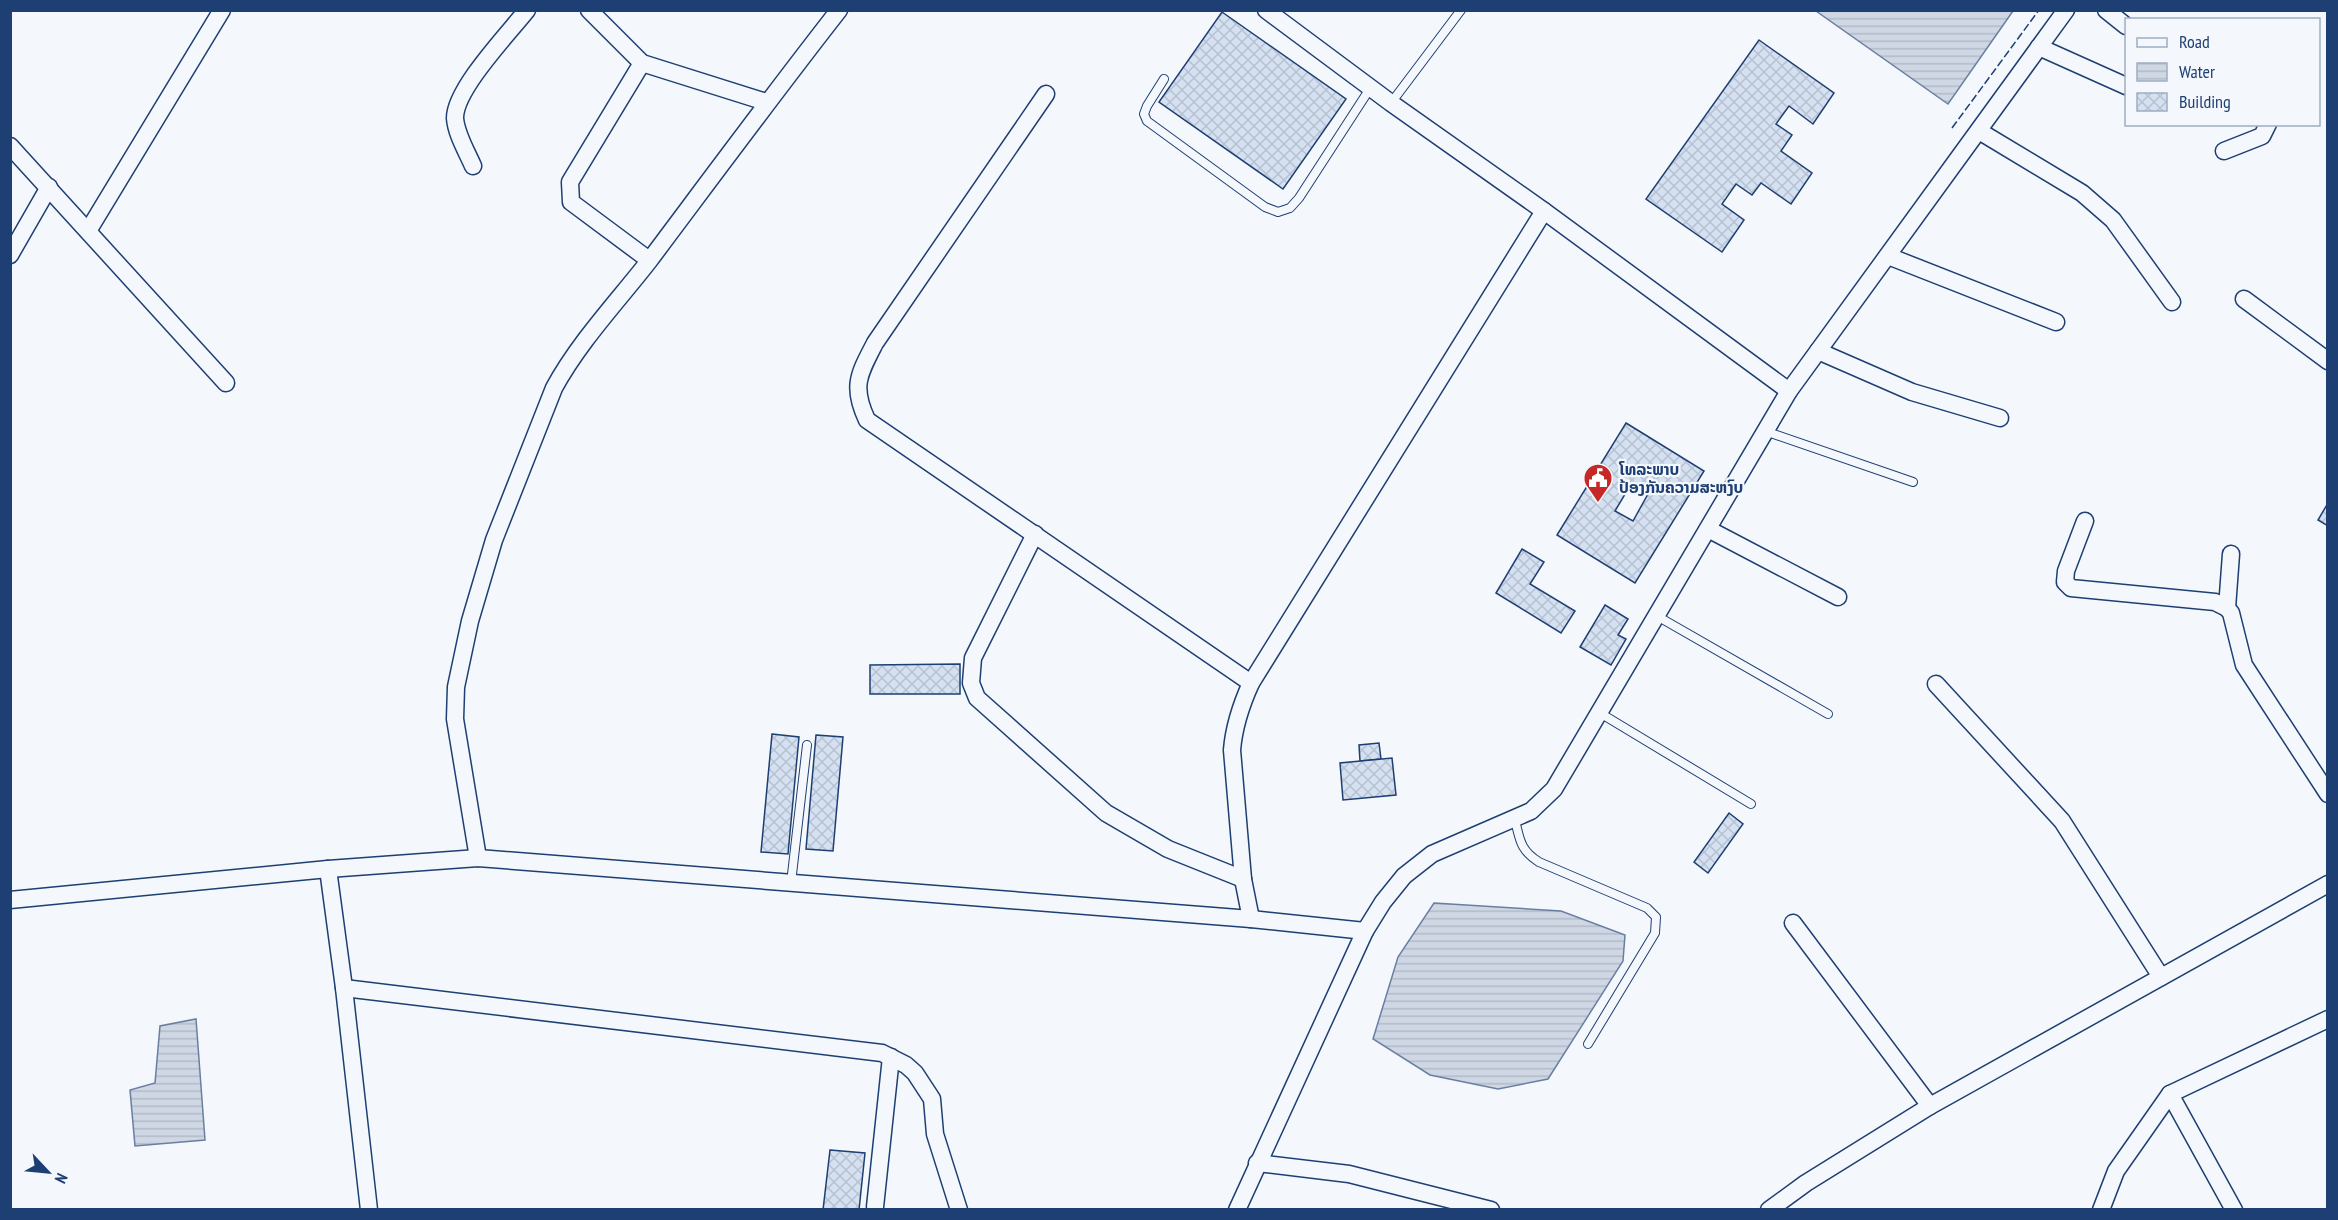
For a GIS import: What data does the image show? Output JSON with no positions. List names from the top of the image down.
{
  "places": {
    "public building": ["ໂທລະພາບ ປ້ອງກັນຄວາມສະຫງົບ"]
  },
  "legend": ["Road", "Water", "Building"],
  "north": "bottom right"
}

Your assignment: Make an exact printout of the listing above, omitting the images.

Answer box:
For a GIS import: What data does the image show? Output JSON with no positions. List names from the top of the image down.
{
  "places": {
    "public building": ["ໂທລະພາບ ປ້ອງກັນຄວາມສະຫງົບ"]
  },
  "legend": ["Road", "Water", "Building"],
  "north": "bottom right"
}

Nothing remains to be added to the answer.